Both capabilities now operate across all supported languages, so a single cloned voice or reference style carries naturally across markets without separate systems per language.
MAI-Transcribe-1.5: Faster and more accurate transcription
MAI-Transcribe-1.5 doubles down on the best-in-class speed and cost of MAI-Transcribe-1 – it is now up to 5x more efficient than Gemini 3.1 Flash, ScribeV2, gpt-4o-transcribe on the Artificial Analysis leaderboard. It also adds two highly-request capabilities:
- Entity biasing primes the model with domain context – names, brand terms, industry vocabulary – so it transcribes specialized words correctly instead of guessing the closest common spelling. This was a heavily requested feature from our customers, and a long-standing failure mode for general speech models in sports, business, medical, and technical workflows.

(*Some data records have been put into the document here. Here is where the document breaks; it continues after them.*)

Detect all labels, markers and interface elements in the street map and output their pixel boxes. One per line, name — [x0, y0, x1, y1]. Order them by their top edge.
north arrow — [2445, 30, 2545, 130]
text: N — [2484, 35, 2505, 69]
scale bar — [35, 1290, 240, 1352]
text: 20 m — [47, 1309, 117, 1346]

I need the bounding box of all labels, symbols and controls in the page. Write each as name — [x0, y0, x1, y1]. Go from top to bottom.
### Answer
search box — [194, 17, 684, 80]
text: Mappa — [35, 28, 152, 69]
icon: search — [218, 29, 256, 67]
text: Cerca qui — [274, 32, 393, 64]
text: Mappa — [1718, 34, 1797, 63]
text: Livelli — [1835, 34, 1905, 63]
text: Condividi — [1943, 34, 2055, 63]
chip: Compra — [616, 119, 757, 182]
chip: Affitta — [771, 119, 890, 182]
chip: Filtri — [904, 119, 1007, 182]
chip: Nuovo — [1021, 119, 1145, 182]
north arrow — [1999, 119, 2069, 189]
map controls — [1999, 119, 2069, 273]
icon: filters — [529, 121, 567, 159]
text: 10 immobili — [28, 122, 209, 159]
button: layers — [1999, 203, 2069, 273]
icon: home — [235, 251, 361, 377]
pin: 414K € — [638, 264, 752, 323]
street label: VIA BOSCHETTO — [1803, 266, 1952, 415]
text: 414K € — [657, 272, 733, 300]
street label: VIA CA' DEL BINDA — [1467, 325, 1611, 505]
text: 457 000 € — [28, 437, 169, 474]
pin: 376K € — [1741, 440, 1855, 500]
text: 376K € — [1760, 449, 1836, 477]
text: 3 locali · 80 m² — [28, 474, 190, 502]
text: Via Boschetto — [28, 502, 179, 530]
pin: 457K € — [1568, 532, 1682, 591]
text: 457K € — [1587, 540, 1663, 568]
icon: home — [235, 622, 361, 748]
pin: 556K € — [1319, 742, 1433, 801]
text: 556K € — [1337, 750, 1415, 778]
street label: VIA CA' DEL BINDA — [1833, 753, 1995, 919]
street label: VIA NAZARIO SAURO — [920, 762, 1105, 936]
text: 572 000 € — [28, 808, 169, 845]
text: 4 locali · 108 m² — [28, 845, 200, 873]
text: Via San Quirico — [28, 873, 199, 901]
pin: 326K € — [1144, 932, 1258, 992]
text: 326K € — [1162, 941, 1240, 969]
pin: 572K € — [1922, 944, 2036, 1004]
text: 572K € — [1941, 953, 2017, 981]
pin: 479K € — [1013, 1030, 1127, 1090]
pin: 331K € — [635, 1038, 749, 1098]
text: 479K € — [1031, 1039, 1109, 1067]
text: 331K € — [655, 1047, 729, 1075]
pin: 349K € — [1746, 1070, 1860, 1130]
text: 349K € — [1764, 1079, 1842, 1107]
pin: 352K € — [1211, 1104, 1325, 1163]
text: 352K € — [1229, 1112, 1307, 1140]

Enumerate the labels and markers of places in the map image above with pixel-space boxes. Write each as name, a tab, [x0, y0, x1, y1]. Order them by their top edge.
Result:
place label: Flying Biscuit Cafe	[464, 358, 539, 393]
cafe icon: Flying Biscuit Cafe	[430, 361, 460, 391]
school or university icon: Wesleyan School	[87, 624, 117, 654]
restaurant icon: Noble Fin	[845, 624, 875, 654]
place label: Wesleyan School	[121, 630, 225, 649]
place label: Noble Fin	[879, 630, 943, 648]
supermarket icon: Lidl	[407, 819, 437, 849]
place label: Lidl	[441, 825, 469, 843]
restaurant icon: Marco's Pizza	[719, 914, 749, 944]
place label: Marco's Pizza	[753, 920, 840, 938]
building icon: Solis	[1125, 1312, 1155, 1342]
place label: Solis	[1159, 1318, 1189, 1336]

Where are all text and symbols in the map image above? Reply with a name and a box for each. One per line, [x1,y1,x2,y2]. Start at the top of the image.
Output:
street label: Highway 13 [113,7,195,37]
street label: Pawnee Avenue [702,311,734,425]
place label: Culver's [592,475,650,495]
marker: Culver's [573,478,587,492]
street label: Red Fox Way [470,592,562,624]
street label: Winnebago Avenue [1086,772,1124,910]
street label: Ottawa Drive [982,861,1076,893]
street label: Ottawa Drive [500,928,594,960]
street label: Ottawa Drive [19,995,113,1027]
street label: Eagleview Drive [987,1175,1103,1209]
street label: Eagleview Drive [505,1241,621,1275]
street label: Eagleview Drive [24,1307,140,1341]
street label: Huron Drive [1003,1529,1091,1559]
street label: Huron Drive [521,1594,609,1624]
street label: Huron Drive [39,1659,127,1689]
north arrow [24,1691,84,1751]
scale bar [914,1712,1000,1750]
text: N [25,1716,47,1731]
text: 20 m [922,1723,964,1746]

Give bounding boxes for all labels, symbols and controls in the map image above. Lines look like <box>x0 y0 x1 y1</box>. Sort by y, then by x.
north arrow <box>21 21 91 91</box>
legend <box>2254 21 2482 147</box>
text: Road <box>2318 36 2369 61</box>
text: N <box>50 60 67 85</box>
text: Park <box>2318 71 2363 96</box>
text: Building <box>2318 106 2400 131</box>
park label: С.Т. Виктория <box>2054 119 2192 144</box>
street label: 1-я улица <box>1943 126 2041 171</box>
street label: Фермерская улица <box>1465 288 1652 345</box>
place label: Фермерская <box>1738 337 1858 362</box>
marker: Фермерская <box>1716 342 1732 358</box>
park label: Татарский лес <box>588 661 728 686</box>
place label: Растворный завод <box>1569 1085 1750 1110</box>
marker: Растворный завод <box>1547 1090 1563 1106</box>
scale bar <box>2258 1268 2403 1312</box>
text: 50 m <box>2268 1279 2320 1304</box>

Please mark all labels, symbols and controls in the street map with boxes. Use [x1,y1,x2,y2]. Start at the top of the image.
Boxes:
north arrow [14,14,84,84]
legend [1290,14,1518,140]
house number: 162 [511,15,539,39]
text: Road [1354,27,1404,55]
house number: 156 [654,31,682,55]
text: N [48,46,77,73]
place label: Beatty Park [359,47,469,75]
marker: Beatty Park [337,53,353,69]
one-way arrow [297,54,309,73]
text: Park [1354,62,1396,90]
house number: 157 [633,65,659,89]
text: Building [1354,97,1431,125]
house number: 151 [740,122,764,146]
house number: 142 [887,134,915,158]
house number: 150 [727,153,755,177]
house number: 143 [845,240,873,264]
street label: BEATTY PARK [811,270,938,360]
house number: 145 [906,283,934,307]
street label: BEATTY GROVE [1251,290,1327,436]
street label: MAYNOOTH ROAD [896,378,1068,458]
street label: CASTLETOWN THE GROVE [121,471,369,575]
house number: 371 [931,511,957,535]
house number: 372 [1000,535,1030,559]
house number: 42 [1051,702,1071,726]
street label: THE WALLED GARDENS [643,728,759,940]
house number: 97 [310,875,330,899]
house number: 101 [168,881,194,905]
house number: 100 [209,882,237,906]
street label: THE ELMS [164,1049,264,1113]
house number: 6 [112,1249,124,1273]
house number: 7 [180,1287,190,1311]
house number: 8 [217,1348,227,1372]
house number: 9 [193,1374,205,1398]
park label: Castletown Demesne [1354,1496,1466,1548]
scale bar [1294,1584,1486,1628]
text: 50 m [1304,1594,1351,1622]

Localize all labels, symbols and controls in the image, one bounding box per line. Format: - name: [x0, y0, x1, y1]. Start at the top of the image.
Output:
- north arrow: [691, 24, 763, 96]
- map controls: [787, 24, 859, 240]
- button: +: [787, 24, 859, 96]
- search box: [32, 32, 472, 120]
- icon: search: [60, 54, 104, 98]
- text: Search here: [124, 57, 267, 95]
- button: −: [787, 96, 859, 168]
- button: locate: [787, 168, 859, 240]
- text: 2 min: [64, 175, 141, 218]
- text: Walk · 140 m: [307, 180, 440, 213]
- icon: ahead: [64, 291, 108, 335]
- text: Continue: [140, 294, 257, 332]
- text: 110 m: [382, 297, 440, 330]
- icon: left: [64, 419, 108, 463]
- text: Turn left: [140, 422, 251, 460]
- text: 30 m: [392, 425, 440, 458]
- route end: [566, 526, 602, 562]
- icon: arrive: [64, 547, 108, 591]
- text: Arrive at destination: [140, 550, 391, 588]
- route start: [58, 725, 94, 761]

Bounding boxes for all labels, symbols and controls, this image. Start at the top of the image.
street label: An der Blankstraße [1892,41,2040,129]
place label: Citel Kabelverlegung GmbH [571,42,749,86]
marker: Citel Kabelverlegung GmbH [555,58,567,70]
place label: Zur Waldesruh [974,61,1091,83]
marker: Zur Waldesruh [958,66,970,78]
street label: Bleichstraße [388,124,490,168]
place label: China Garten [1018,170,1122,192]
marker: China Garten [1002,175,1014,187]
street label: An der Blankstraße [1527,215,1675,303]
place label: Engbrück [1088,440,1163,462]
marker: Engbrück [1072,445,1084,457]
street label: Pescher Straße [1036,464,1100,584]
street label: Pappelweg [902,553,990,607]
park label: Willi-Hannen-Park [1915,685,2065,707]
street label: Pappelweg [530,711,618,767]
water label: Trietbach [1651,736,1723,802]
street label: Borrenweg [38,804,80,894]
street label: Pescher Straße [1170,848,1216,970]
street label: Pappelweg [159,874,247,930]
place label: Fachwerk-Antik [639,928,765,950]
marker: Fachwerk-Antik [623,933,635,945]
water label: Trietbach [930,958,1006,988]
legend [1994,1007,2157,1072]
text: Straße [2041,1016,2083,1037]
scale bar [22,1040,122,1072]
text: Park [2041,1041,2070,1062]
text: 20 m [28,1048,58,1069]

- Improved accuracy holds up in the conditions that enterprises operate in every day — cross-talk, background noise, and long-form meetings — where general models tend to drift. On FLEURS - the standard multilingual benchmark across 25 languages – Word Error Rate (WER) improved from 3.9% to 3.7%, maintaining our position as the most accurate model on this benchmark1.
Try them today
Try the models today models in Microsoft Foundry:
- MAI-Thinking-1: In private preview, request access here.
- MAI-Image-2.5: Available directly in the Foundry Model Catalog. Pricing starts at $5 USD per 1M tokens for text input, $8 USD per 1M tokens for image input, and $47 USD per 1M tokens for image output.
- MAI-Image-2.5 Flash: Available directly in the Foundry Model Catalog. Pricing starts at $1.75 USD per 1M tokens for text and image input and $33 USD per 1M tokens for image output.
- MAI-Voice-2: Available through Azure Speech. Pricing starts at $22 USD per 1M characters.
- MAI-Transcribe-1.5: Available through Azure Speech. Pricing starts at $0.36 USD per hour.
- Experiment in MAI Playground: Try MAI models at the MAI Playground.
References
11st on overall WER on the FLEURS benchmark. Out of the top 25 global languages, MAI-Transcribe-1.5 ranks 1st by FLEURS in 11 core languages. It wins against Whisper-large-v3 on the remaining 14 and Gemini 3.1 Flash on 11 of those 14.